** ASSIGNMENT **
Transcribe exactly the span of lines that begins the records and ends with the line holding "margin:0; padding:0; list-style:none", both boundary lines included.

** GIVEN RECORDS **
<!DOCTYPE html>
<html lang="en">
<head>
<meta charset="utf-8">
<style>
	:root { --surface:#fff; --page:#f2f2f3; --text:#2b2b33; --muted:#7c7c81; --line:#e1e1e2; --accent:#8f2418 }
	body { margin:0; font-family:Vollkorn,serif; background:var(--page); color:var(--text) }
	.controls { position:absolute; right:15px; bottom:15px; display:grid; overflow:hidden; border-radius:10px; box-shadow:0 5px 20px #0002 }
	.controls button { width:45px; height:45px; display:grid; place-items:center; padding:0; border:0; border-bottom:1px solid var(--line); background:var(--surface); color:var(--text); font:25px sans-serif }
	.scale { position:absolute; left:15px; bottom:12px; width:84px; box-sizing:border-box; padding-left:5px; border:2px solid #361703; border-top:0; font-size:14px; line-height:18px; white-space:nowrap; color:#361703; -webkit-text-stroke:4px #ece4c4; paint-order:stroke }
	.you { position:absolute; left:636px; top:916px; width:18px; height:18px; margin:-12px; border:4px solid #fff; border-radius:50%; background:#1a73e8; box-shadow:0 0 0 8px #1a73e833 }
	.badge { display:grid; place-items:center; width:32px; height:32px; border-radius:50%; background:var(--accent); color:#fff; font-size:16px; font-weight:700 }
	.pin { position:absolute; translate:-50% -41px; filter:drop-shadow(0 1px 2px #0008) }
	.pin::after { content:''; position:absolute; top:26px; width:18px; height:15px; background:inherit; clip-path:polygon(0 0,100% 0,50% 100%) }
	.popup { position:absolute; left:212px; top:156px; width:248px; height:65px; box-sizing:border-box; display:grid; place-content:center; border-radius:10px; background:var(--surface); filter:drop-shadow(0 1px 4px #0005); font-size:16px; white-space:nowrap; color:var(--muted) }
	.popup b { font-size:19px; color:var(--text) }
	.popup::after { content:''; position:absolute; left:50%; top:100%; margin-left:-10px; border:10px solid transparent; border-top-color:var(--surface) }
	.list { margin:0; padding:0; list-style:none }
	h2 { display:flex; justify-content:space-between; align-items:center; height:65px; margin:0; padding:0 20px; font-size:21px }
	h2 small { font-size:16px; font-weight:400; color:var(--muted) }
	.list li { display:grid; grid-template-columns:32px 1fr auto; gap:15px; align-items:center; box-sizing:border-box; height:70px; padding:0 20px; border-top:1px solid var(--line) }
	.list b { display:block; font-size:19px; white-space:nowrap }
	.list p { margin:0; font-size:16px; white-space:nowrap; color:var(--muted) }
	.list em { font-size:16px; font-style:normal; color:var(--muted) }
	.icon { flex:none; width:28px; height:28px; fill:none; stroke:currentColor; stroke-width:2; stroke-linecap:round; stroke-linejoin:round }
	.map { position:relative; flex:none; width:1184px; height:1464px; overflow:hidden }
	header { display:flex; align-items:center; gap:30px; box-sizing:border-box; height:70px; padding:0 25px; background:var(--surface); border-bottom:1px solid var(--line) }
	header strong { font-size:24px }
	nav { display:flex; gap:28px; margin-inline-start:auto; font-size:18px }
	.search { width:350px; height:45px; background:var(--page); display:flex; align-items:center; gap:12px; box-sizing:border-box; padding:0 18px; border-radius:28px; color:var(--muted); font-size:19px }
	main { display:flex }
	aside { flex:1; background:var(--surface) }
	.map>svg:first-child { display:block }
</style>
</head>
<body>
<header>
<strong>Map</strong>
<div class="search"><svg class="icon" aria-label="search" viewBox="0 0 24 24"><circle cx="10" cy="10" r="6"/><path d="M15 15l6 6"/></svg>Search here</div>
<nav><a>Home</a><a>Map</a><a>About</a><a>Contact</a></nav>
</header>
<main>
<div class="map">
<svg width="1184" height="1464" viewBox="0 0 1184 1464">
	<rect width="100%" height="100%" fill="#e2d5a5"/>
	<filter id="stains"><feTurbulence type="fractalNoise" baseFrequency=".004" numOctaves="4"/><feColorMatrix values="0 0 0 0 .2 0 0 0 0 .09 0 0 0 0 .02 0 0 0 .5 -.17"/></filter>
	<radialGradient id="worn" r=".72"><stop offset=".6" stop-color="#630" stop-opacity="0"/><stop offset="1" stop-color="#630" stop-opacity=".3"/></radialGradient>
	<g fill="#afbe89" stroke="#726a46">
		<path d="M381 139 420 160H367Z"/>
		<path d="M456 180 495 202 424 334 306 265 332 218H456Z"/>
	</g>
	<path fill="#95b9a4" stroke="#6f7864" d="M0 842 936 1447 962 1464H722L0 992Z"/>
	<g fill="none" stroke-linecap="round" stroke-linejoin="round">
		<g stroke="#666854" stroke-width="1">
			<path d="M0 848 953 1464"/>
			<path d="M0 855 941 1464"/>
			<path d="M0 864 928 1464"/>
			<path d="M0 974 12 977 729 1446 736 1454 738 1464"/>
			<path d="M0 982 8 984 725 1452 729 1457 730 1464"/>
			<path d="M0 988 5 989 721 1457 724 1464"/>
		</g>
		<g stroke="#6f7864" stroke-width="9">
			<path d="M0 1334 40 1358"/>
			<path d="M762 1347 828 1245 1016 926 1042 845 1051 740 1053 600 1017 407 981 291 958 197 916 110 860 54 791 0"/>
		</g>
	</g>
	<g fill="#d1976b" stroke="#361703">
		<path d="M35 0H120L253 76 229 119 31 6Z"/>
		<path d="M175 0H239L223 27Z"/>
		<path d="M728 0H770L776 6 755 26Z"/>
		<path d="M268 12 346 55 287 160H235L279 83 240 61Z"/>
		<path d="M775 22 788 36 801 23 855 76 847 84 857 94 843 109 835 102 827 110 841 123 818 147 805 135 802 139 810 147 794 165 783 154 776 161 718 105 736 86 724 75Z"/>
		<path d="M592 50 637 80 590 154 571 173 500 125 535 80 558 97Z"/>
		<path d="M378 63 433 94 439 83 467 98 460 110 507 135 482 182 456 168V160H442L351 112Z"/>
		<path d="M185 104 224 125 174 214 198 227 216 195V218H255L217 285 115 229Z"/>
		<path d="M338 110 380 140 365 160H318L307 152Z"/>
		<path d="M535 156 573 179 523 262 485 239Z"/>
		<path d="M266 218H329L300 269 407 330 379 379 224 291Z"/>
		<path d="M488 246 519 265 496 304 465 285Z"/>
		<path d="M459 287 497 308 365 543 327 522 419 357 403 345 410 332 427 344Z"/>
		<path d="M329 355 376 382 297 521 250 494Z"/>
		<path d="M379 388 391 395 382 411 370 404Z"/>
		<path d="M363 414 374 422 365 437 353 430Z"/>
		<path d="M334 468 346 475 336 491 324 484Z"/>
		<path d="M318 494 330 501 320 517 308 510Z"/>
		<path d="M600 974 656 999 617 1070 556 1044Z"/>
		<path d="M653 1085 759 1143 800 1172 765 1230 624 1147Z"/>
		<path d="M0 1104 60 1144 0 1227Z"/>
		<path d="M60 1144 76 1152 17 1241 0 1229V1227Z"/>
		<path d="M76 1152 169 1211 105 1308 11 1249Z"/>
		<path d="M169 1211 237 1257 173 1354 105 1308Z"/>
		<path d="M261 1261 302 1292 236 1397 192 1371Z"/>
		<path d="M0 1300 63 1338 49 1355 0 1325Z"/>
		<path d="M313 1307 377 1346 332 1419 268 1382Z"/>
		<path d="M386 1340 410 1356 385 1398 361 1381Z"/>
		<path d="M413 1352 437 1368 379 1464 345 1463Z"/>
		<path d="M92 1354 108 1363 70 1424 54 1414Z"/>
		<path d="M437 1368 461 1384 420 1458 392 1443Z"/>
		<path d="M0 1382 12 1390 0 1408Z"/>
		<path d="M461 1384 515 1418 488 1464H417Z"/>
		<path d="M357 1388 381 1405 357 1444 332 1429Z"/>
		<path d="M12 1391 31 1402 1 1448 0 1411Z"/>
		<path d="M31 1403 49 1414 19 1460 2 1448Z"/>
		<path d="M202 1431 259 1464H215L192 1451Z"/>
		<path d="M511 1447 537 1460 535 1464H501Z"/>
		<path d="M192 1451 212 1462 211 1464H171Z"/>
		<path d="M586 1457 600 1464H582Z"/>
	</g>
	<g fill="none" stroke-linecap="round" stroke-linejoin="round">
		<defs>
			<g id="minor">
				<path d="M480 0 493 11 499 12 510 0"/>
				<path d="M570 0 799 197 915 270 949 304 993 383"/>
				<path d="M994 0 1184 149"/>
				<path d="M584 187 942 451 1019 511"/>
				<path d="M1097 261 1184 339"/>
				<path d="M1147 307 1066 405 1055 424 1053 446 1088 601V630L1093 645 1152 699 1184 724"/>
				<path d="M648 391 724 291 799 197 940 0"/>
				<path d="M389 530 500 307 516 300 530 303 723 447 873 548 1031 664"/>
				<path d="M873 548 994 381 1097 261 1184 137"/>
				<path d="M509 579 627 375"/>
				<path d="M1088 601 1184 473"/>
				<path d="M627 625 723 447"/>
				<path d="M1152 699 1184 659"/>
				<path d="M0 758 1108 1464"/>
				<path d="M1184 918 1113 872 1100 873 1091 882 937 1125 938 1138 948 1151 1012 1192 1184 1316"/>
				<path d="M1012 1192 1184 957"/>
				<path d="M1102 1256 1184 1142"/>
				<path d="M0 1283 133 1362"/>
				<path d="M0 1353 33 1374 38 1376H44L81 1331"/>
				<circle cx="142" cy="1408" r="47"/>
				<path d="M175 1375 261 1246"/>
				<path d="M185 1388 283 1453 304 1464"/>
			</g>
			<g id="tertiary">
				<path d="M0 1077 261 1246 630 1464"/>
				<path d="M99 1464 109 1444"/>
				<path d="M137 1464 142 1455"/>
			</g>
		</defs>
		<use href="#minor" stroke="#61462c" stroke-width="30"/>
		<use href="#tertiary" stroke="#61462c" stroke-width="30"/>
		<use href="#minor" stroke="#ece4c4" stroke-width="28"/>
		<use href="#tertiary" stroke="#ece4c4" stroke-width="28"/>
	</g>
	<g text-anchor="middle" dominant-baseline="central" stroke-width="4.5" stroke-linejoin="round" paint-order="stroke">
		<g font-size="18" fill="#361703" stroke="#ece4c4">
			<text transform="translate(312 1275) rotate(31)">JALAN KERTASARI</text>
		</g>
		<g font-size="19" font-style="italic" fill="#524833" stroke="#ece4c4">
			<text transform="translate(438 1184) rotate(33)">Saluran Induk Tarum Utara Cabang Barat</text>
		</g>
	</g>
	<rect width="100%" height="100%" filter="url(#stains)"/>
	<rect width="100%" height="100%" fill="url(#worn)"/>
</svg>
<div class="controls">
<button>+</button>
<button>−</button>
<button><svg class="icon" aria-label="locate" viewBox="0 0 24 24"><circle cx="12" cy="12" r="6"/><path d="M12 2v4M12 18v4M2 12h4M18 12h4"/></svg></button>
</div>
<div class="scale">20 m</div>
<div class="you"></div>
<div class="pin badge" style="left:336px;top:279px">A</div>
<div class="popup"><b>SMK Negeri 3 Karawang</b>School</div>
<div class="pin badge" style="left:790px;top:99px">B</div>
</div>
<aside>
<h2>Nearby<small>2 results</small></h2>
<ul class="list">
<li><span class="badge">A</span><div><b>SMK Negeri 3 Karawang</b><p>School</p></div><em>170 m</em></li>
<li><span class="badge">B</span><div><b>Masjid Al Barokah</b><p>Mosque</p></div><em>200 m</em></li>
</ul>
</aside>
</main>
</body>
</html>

** YOUR SOLUTION **
<!DOCTYPE html>
<html lang="en">
<head>
<meta charset="utf-8">
<style>
	:root { --surface:#fff; --page:#f2f2f3; --text:#2b2b33; --muted:#7c7c81; --line:#e1e1e2; --accent:#8f2418 }
	body { margin:0; font-family:Vollkorn,serif; background:var(--page); color:var(--text) }
	.controls { position:absolute; right:15px; bottom:15px; display:grid; overflow:hidden; border-radius:10px; box-shadow:0 5px 20px #0002 }
	.controls button { width:45px; height:45px; display:grid; place-items:center; padding:0; border:0; border-bottom:1px solid var(--line); background:var(--surface); color:var(--text); font:25px sans-serif }
	.scale { position:absolute; left:15px; bottom:12px; width:84px; box-sizing:border-box; padding-left:5px; border:2px solid #361703; border-top:0; font-size:14px; line-height:18px; white-space:nowrap; color:#361703; -webkit-text-stroke:4px #ece4c4; paint-order:stroke }
	.you { position:absolute; left:636px; top:916px; width:18px; height:18px; margin:-12px; border:4px solid #fff; border-radius:50%; background:#1a73e8; box-shadow:0 0 0 8px #1a73e833 }
	.badge { display:grid; place-items:center; width:32px; height:32px; border-radius:50%; background:var(--accent); color:#fff; font-size:16px; font-weight:700 }
	.pin { position:absolute; translate:-50% -41px; filter:drop-shadow(0 1px 2px #0008) }
	.pin::after { content:''; position:absolute; top:26px; width:18px; height:15px; background:inherit; clip-path:polygon(0 0,100% 0,50% 100%) }
	.popup { position:absolute; left:212px; top:156px; width:248px; height:65px; box-sizing:border-box; display:grid; place-content:center; border-radius:10px; background:var(--surface); filter:drop-shadow(0 1px 4px #0005); font-size:16px; white-space:nowrap; color:var(--muted) }
	.popup b { font-size:19px; color:var(--text) }
	.popup::after { content:''; position:absolute; left:50%; top:100%; margin-left:-10px; border:10px solid transparent; border-top-color:var(--surface) }
	.list { margin:0; padding:0; list-style:none }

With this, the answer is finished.